Bunlar arasında Berâetün kelimesi, Kur’an’da biri Tevbe 1’de diğeri Kamer 43’de olmak üzere iki yerde geçmektedir. Tevbe 1’deki şu şekillerde tercüme ve tefsir edilmektedir:
Berâet 1) Tevbe 1 Hakkında Ayrıntı
Berâetün minallâhi verasûlihî…
Antlaşma yaptığınız müşriklere, Allah ve Elçisi tarafından ilişkiyi kesme duyurusudur.[24]
Bu sûre Allah ve Rasûlünden: Kendileriyle antlaşma yaptığınız, Allah'tan başkalarına ilahlık yakıştıran kimselere kesin, son bir ihtar ve ültimatomdur![25]
Bu, Allah ve Rasûlünden, antlaşmalara sınır getirme ve iptal kararnamesidir.[26]
Bu, Allah’tan ve Elçisinden, kendileriyle antlaşma yaptığınız (ve bu antlaşmayı bozmuş bulunan) müşriklere, kesin olarak münasebetlerin kesiliş bildirisidir.[27]

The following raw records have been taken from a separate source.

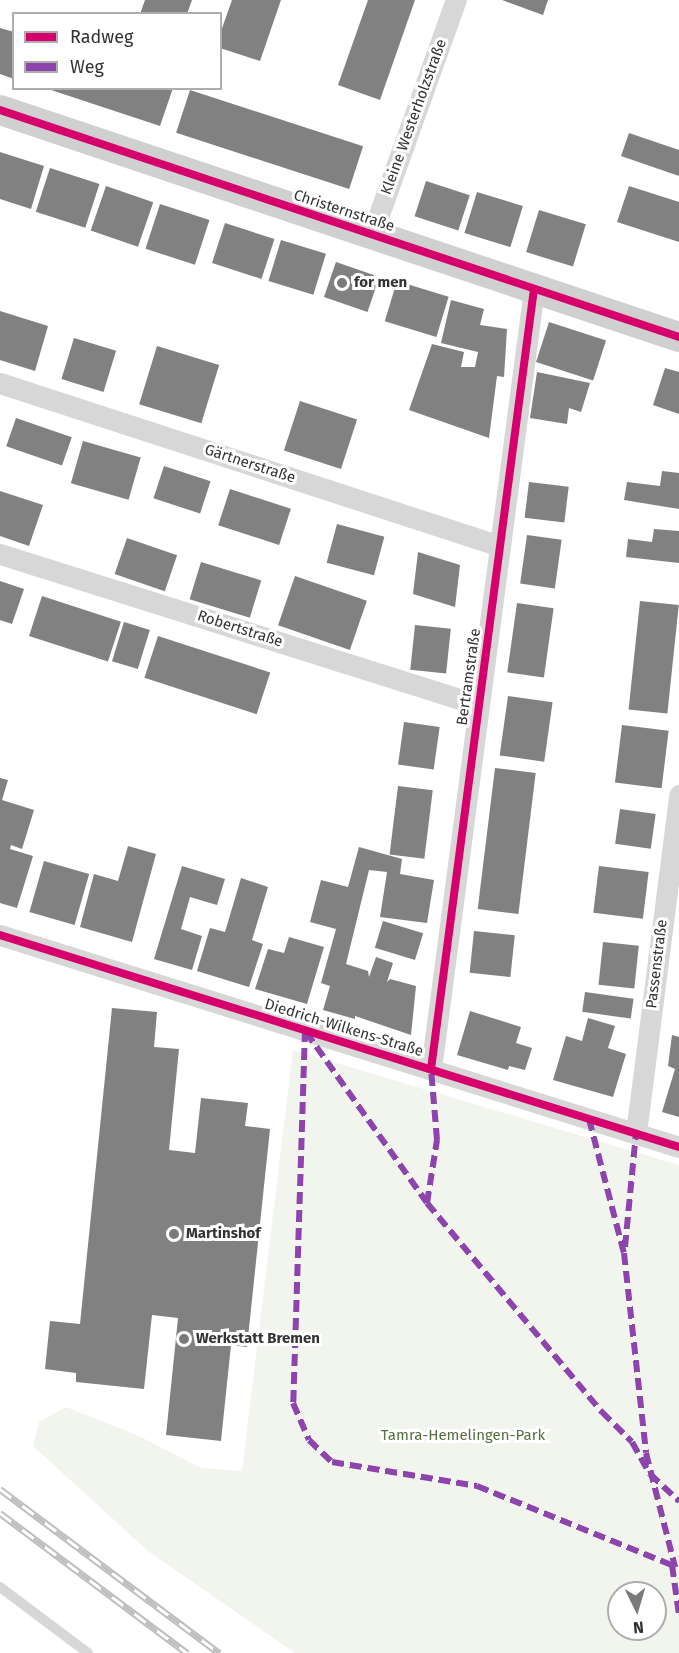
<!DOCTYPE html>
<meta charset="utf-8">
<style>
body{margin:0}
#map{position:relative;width:679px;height:1653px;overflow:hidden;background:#fff;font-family:"Fira Sans",sans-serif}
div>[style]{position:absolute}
.green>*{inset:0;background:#f1f5ed}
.building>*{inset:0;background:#818181;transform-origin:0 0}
.lane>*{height:10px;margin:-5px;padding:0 5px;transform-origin:5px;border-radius:5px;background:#d7d7d7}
.street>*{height:21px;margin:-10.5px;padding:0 10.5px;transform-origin:10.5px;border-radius:10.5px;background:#d7d7d7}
.secondary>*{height:30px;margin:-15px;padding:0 15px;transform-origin:15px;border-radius:15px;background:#d0d0d0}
.rail>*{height:7px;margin-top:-3.5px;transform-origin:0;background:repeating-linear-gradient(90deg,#fff 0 14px,#bebebe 0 28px);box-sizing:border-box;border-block:2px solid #bebebe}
.quiet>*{height:6px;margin-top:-3px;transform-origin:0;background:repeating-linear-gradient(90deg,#8e44ad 0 12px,transparent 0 18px)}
.cycleway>*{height:8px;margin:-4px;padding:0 4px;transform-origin:4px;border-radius:4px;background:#d6006c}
.dots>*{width:16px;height:16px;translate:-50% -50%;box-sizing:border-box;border:3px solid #fff;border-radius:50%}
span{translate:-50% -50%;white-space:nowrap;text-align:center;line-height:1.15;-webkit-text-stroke:6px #fff;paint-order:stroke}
.street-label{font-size:15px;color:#333}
.poi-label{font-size:15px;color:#333;font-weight:700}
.left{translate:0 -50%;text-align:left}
.park-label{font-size:15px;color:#56703f}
.legend{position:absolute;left:12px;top:12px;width:210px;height:78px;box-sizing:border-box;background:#fff;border:2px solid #adadad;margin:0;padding:8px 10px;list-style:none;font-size:18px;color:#333}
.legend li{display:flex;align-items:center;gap:12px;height:30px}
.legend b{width:30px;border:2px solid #adadad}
.north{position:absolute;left:607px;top:1581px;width:60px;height:60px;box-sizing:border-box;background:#fff;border:2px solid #adadad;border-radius:50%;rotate:175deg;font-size:16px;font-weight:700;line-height:24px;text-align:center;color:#333}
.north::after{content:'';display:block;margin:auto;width:21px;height:27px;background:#7a7a7a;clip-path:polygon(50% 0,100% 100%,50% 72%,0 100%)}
</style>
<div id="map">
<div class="green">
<i style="clip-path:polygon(evenodd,293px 1050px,679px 1165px,679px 1653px,295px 1653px,148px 1551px,33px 1446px,39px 1422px,66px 1407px,139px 1436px,201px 1468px,242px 1471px,293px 1050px,619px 1593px,655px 1593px,655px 1629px,619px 1629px,619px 1593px)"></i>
</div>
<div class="building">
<i style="clip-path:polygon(145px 0,192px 0,187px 14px,140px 14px)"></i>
<i style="clip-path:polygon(232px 0,281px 0,260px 61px,220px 48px,220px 34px)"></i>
<i style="clip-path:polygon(368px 0,415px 0,380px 100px,338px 85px)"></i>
<i style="clip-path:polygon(502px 0,548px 0,543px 15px)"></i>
<i style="clip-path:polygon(0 28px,14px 32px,14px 79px,0 74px)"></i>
<i style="clip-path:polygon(45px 88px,173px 88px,160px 126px)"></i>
<i style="left:190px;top:90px;width:182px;height:45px;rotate:18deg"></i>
<i style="clip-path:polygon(629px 133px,679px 150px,679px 176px,621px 156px)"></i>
<i style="clip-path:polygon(0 152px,44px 166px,31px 209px,0 199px)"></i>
<i style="left:50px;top:168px;width:52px;height:46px;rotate:18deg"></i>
<i style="left:426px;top:181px;width:46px;height:37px;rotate:18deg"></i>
<i style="left:106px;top:186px;width:50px;height:47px;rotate:19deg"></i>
<i style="clip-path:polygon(629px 186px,679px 202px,679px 242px,617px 222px)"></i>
<i style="left:477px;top:192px;width:48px;height:43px;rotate:17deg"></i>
<i style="left:160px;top:204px;width:52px;height:47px;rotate:18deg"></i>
<i style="left:539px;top:210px;width:49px;height:44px;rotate:17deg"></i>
<i style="left:225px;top:223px;width:52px;height:42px;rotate:18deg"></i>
<i style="left:281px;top:240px;width:47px;height:43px;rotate:17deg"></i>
<i style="left:336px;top:262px;width:46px;height:37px;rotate:19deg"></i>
<i style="left:397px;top:281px;width:54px;height:42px;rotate:17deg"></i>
<i style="clip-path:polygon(451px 300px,484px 309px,480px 325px,507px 329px,504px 377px,497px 376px,489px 438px,409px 410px,432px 344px,464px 352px,461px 367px,475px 367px,478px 352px,441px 343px)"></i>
<i style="clip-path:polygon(0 311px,48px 326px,35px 371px,0 360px)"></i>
<i style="left:549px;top:322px;width:60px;height:42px;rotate:18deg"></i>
<i style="left:74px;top:338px;width:44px;height:43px;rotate:17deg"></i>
<i style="left:157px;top:346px;width:65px;height:61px;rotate:17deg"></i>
<i style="clip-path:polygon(665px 368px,679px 372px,679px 414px,653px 405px)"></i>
<i style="clip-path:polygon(537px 372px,590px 383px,581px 412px,569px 408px,567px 424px,530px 418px)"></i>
<i style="left:300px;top:401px;width:60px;height:52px;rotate:18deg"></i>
<i style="left:16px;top:418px;width:59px;height:30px;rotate:19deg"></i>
<i style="left:83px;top:441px;width:60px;height:44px;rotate:16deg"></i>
<i style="left:164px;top:466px;width:49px;height:34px;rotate:18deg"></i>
<i style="clip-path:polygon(662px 471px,679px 473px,679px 509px,624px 500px,627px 482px,660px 486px)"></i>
<i style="left:529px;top:482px;width:40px;height:36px;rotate:7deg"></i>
<i style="left:230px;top:489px;width:64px;height:38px;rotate:18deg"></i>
<i style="clip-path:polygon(0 491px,43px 505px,29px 546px,0 536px)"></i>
<i style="left:337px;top:524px;width:49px;height:40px;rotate:15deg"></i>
<i style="clip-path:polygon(654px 529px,679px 531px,679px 563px,626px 557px,628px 539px,652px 542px)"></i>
<i style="left:527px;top:535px;width:35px;height:49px;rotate:8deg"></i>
<i style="left:127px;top:538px;width:53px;height:38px;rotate:19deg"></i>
<i style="clip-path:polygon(418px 552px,460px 565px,455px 607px,413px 594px)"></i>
<i style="left:201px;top:562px;width:63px;height:39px;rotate:17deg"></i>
<i style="left:295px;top:576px;width:76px;height:52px;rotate:19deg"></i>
<i style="clip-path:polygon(0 581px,24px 589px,12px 624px,0 620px)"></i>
<i style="left:42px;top:596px;width:83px;height:42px;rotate:18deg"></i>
<i style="left:640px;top:601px;width:39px;height:109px;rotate:6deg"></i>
<i style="left:517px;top:603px;width:37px;height:70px;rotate:8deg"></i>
<i style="left:124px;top:622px;width:27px;height:41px;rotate:17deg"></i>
<i style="left:415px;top:625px;width:36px;height:45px;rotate:6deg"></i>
<i style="left:158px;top:636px;width:118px;height:44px;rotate:18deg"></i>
<i style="left:508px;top:696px;width:45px;height:60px;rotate:8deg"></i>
<i style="left:404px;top:722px;width:36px;height:43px;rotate:8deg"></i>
<i style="left:622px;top:725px;width:47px;height:58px;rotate:7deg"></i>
<i style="left:495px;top:768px;width:41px;height:142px;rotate:7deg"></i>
<i style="clip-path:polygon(0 778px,8px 780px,2px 800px,34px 810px,22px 849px,11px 845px,10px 849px,33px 856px,17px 908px,0 903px)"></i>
<i style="left:398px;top:786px;width:35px;height:69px;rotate:7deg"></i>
<i style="left:620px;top:809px;width:36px;height:35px;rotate:8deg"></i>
<i style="clip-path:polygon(128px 846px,156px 854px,132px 942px,80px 927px,94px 874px,118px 881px)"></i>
<i style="clip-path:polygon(359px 847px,402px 859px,400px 874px,434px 880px,427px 923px,380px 917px,387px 872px,369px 870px,346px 964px,368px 971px,369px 977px,376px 957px,393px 963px,387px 982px,390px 979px,416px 986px,411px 1035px,355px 1016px,355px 1019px,323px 1010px,330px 986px,321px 983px,336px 929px,310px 922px,321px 880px,348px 887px)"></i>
<i style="left:44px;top:861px;width:47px;height:53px;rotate:16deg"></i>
<i style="clip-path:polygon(182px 866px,225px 879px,217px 905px,190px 897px,181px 929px,202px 936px,192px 970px,154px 959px)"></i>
<i style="left:599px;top:866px;width:50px;height:47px;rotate:7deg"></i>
<i style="clip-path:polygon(241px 878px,268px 887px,252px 940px,263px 944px,249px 987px,197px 971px,210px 928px,225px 932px)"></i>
<i style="left:383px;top:921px;width:42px;height:28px;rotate:17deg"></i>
<i style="left:474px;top:931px;width:41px;height:42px;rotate:6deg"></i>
<i style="clip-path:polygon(289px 937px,324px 947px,307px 1004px,255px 989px,268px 949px,284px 953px)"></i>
<i style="left:603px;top:942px;width:36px;height:43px;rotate:6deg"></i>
<i style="left:585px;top:992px;width:49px;height:20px;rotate:8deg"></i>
<i style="clip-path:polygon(112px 1008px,157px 1012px,154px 1047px,179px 1049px,169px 1150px,195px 1153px,201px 1098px,248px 1103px,245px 1126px,270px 1129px,247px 1347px,231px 1345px,221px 1441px,166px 1435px,178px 1318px,152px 1315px,144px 1389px,76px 1382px,76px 1373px,45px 1369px,50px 1321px,80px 1324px)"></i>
<i style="clip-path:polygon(470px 1011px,521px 1027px,516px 1043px,532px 1048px,525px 1070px,509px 1066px,508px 1070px,457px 1055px)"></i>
<i style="clip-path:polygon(588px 1018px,615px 1026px,608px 1048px,626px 1054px,613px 1097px,553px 1080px,566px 1036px,582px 1041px)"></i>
<i style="clip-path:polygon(672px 1035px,679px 1037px,679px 1117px,662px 1112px,675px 1069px,668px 1066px)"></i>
</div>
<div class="lane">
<i style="left:0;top:1587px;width:110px;rotate:36.9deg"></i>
</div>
<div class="street">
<i style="left:372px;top:234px;width:249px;rotate:-70.3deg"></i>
<i style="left:0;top:383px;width:526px;rotate:18.06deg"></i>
<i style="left:0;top:554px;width:502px;rotate:17.5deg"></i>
<i style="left:0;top:935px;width:711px;rotate:17.34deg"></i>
<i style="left:431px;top:1069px;width:787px;rotate:-82.48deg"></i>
<i style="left:636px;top:1133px;width:341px;rotate:-82.7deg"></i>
</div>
<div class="secondary">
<i style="left:0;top:110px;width:716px;rotate:18.49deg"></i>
</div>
<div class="rail">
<i style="left:0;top:1489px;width:274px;rotate:36.8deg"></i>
<i style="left:0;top:1513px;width:234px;rotate:36.8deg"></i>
</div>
<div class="quiet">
<i style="left:305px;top:1030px;width:373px;rotate:91.8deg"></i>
<i style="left:293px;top:1403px;width:40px;rotate:66.6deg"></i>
<i style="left:309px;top:1440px;width:32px;rotate:44deg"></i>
<i style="left:332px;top:1462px;width:147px;rotate:9.4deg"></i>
<i style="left:477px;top:1486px;width:210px;rotate:22.1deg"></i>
<i style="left:672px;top:1565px;width:50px;rotate:82deg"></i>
<i style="left:306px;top:1032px;width:209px;rotate:54.7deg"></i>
<i style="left:427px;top:1203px;width:273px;rotate:50.1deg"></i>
<i style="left:602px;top:1412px;width:42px;rotate:45deg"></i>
<i style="left:632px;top:1442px;width:37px;rotate:61deg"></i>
<i style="left:650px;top:1474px;width:40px;rotate:43deg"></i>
<i style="left:589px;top:1119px;width:138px;rotate:75.4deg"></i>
<i style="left:624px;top:1253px;width:201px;rotate:83.7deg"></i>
<i style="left:646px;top:1453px;width:118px;rotate:75.7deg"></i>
<i style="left:427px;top:1203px;width:64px;rotate:-81deg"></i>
<i style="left:437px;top:1140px;width:71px;rotate:-94.8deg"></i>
<i style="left:625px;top:1247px;width:115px;rotate:-84.5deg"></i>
</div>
<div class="cycleway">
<i style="left:0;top:110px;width:716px;rotate:18.49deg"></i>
<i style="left:0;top:935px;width:711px;rotate:17.34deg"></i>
<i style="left:431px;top:1069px;width:787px;rotate:-82.48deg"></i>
</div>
<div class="dots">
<i style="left:342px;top:283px;background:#7a7a7a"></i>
<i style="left:174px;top:1234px;background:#7a7a7a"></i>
<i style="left:184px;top:1339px;background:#7a7a7a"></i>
</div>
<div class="street-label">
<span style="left:414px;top:117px;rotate:-70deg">Kleine Westerholzstraße</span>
<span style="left:344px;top:211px;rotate:18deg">Christernstraße</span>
<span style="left:250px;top:464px;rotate:18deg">Gärtnerstraße</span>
<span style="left:240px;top:629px;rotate:18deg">Robertstraße</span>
<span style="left:469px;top:677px;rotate:-82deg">Bertramstraße</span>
<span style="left:657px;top:964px;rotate:-83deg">Passenstraße</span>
<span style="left:344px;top:1028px;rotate:17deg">Diedrich-Wilkens-Straße</span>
</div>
<div class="poi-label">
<span class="left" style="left:354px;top:283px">for men</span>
<span class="left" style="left:186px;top:1234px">Martinshof</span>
<span class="left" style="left:196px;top:1339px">Werkstatt Bremen</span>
</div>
<div class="park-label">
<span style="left:463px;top:1436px">Tamra-Hemelingen-Park</span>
</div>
<ul class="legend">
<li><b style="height:8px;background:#d6006c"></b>Radweg</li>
<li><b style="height:8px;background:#8e44ad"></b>Weg</li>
</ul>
<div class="north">N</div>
</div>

Bu, Allah ve O’nun elçisi tarafından, müşrikler (başkalarına ilahlık yakıştıran kimseler)[28] içerisinden (ahitlerini bozdukları için)[29] anlaşma yaptıklarınıza yönelik bir berâet, bir ilişik kesme ilânıdır.[30] son ve kesin bir uyarıdır (ültimatomdur)![31]
Müşriklerden kendileriyle ahit yaptıklarınıza, anlaşma imzaladıklarınıza Allah ve Resulünden kesin bir ihtardır, bir uyarıdır, bir ültimatomdur, bir ilişik kesme ilânıdır. Onlarla tüm ilişkilerinizin kesildiğinin, tüm anlaşmalarınızın ilga edildiğinin notasıdır bu.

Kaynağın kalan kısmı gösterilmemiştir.